The top buckets aren’t relevant to the question of replacement level, but it is good to see that in general teams give more innings to pitchers who are performing better. That the best bucket doesn’t have the highest IP is also expected, as being the very best in performance rate requires some good luck as well as skill, and it’s easier to post very good rate stats in smaller slices of playing time.
Next I’ll track just the bottom bucket, but over the past 4 years:
Bucket | # Start | FIP | # Relief | FIP | Diff | IP Start | IP Relief |
---|---|---|---|---|---|---|---|
2010 | 15 | 5.375 | 18 | 5.392 | -0.016 | 1981.67 | 906.33 |
2011 | 15 | 5.095 | 18 | 5.131 | -0.036 | 2113.33 | 850.67 |
2012 | 15 | 5.411 | 18 | 5.031 | 0.380 | 1858.67 | 893.33 |
2013 | 15 | 5.010 | 18 | 4.871 | 0.139 | 1954.00 | 888.66 |
And the same years using RA9:
Year | # Start | RA9 | # Relief | RA9 | Diff | IP Start | IP Relief |
---|---|---|---|---|---|---|---|
2010 | 15 | 6.195 | 18 | 6.279 | -0.084 | 2071.67 | 926.00 |
2011 | 15 | 5.945 | 18 | 5.898 | 0.047 | 2036.00 | 824.00 |
2012 | 15 | 6.320 | 18 | 6.075 | 0.245 | 1744.33 | 960.00 |
2013 | 15 | 6.103 | 18 | 5.509 | 0.594 | 1962.66 | 825.01 |
The minimum innings threshold varied from 79 to 85.33 for starters, and from 34.33 to 37 for relievers, as each year I looked at just the top 180 relievers and 150 starters by IP. It’s interesting to see that in both FIP and RA9, there was basically no difference in bottom percentile performance in 2010 and 2011 between starters and relievers. Since then, however, relievers have done a little better than starters, which is what I’d have expected.
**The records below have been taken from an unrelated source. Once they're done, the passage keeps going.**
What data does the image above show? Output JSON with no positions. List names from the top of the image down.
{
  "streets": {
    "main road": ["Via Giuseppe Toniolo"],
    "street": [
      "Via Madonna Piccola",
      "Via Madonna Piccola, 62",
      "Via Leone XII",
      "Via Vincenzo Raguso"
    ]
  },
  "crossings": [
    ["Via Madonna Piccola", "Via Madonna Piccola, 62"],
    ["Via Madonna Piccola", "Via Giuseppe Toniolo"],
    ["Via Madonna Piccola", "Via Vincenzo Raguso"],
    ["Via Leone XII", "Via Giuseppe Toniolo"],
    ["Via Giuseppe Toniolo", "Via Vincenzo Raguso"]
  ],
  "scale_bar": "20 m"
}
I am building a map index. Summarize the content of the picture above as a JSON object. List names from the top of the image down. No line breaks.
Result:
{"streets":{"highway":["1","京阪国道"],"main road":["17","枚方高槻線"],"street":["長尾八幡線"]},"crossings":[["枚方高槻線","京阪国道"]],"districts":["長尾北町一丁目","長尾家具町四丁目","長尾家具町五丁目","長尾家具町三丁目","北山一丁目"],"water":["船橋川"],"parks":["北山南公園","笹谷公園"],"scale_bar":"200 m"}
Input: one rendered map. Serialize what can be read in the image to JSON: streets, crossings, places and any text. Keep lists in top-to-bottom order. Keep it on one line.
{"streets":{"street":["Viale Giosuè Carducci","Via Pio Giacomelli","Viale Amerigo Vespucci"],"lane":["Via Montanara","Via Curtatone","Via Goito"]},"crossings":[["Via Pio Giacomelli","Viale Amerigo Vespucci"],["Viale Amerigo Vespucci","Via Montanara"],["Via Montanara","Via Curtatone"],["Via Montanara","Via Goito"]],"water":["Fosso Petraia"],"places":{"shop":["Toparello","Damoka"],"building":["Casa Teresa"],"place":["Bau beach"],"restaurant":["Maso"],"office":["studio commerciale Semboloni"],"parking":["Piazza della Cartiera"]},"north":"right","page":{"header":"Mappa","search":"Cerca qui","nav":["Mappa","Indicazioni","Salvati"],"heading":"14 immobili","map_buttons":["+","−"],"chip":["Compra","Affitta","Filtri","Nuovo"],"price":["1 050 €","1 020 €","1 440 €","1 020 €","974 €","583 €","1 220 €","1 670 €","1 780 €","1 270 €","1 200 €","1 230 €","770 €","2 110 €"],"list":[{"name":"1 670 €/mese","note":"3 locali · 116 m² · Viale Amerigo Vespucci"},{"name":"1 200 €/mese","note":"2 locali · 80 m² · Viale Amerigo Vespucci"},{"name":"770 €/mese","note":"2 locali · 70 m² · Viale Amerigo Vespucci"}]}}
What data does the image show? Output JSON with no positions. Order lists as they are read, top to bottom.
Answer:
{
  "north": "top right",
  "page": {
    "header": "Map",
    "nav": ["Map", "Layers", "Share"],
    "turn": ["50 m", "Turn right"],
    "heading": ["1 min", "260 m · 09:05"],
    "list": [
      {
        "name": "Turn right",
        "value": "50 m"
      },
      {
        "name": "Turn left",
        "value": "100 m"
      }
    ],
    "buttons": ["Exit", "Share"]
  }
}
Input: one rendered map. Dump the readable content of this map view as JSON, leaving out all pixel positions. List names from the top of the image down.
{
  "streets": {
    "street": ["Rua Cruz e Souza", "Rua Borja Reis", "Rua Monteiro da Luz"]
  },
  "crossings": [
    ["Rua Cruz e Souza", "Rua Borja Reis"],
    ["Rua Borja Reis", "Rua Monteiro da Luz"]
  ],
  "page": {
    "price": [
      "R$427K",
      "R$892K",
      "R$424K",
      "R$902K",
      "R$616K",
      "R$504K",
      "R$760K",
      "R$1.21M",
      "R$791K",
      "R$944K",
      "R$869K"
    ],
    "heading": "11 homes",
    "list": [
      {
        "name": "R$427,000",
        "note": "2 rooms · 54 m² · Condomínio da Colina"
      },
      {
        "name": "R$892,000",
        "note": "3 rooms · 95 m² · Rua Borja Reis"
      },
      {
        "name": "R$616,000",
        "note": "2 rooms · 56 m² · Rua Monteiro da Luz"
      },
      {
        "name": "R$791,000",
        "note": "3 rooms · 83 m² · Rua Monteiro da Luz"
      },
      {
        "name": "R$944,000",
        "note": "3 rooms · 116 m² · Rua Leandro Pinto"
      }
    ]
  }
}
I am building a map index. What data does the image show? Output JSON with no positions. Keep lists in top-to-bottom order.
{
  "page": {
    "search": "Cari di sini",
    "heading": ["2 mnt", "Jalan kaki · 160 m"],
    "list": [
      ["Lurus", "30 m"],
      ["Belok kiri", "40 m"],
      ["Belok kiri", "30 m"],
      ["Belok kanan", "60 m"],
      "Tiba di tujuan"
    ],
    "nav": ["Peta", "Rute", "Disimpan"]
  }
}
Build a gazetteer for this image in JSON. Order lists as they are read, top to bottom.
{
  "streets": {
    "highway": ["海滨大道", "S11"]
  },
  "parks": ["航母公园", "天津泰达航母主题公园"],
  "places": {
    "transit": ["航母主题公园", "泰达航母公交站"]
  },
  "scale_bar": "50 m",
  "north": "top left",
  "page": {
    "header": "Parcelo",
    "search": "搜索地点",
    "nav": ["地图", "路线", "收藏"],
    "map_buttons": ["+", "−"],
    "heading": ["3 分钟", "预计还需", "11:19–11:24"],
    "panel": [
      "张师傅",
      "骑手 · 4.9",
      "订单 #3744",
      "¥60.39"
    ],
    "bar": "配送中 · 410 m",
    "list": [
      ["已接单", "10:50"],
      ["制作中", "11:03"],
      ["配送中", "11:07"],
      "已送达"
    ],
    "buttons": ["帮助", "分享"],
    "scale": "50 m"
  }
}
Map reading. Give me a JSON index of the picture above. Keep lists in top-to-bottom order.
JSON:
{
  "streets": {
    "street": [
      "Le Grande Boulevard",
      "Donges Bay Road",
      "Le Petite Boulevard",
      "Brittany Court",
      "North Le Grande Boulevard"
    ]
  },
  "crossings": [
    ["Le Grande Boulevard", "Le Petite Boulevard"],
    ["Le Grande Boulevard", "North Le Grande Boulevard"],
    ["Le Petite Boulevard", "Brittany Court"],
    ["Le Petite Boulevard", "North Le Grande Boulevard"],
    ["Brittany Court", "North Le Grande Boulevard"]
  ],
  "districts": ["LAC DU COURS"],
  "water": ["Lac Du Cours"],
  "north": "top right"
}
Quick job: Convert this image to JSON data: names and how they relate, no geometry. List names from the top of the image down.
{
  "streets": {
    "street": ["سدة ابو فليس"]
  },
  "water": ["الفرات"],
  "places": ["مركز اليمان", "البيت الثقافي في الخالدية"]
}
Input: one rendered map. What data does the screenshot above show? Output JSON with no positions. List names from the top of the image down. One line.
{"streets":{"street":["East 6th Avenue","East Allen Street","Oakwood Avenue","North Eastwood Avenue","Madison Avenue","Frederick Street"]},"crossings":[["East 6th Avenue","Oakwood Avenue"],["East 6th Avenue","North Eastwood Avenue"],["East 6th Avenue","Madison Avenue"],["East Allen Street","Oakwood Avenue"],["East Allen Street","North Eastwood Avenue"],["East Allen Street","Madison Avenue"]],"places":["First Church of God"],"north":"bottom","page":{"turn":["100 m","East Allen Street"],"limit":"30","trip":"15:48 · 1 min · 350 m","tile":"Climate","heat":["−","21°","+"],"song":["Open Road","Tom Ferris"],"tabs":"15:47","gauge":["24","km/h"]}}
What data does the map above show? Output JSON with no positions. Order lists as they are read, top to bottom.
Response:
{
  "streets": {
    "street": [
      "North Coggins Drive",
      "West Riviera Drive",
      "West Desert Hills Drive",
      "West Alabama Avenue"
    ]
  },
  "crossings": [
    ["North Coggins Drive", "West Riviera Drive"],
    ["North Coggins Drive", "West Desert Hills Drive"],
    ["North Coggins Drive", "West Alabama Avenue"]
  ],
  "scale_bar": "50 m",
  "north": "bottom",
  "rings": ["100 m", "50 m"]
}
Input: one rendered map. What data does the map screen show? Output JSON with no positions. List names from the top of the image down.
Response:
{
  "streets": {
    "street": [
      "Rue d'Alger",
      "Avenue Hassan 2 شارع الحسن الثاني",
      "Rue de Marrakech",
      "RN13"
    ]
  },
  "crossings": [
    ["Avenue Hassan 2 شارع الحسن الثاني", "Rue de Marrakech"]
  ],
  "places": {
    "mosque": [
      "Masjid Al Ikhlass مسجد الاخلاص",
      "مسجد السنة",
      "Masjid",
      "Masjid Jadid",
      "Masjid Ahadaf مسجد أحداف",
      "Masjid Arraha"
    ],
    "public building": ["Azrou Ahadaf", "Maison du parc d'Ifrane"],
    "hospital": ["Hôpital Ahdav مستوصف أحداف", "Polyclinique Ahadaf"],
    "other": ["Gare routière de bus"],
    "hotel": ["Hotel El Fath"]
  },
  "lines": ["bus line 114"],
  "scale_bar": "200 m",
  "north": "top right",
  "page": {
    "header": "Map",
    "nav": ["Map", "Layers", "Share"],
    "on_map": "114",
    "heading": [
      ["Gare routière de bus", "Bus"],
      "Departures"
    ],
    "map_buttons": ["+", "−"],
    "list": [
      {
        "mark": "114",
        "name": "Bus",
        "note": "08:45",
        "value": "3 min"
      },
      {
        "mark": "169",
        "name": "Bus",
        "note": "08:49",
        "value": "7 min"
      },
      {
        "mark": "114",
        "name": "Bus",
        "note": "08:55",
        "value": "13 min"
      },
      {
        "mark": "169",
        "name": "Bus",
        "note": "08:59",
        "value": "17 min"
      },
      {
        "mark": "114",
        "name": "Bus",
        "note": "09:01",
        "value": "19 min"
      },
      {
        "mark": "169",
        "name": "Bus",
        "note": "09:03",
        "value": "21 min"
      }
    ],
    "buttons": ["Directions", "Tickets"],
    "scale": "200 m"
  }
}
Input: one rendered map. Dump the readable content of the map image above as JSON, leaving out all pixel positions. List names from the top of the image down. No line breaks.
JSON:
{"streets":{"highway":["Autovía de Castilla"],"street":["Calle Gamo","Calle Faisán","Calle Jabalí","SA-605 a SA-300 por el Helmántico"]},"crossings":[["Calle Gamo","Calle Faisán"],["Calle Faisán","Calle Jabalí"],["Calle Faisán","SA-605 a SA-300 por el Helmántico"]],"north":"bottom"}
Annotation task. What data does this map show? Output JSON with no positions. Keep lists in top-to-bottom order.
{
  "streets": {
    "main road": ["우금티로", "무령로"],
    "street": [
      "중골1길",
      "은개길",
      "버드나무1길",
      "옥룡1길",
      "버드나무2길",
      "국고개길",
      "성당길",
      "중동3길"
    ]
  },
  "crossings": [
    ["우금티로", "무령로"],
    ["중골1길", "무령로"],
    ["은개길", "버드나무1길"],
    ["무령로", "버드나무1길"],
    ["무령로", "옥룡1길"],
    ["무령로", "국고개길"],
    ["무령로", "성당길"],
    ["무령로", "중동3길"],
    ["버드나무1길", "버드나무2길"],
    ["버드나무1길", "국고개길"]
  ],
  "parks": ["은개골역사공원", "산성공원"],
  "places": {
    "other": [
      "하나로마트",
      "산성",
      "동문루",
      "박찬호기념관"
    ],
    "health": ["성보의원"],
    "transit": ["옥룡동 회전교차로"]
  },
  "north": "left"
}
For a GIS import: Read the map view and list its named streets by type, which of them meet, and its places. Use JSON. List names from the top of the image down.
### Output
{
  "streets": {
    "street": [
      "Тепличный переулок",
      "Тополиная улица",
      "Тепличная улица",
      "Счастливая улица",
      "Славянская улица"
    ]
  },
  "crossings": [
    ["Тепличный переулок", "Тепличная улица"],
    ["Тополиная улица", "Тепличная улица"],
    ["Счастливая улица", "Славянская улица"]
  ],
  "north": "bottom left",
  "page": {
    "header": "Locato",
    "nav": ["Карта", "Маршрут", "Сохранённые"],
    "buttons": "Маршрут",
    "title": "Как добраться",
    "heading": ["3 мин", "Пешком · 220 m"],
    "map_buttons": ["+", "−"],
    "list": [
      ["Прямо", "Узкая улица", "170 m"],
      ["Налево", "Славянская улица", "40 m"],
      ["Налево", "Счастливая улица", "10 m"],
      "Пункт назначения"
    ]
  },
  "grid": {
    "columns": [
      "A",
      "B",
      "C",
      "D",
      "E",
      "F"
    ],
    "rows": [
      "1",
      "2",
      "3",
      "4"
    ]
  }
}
This analysis is sensitive to where you draw the lines to exclude players for low playing time. Increasing the numbers in the pool (either by straight numerical count or by lowering an innings threshold) will make that group of pitchers look worse relative to the other group.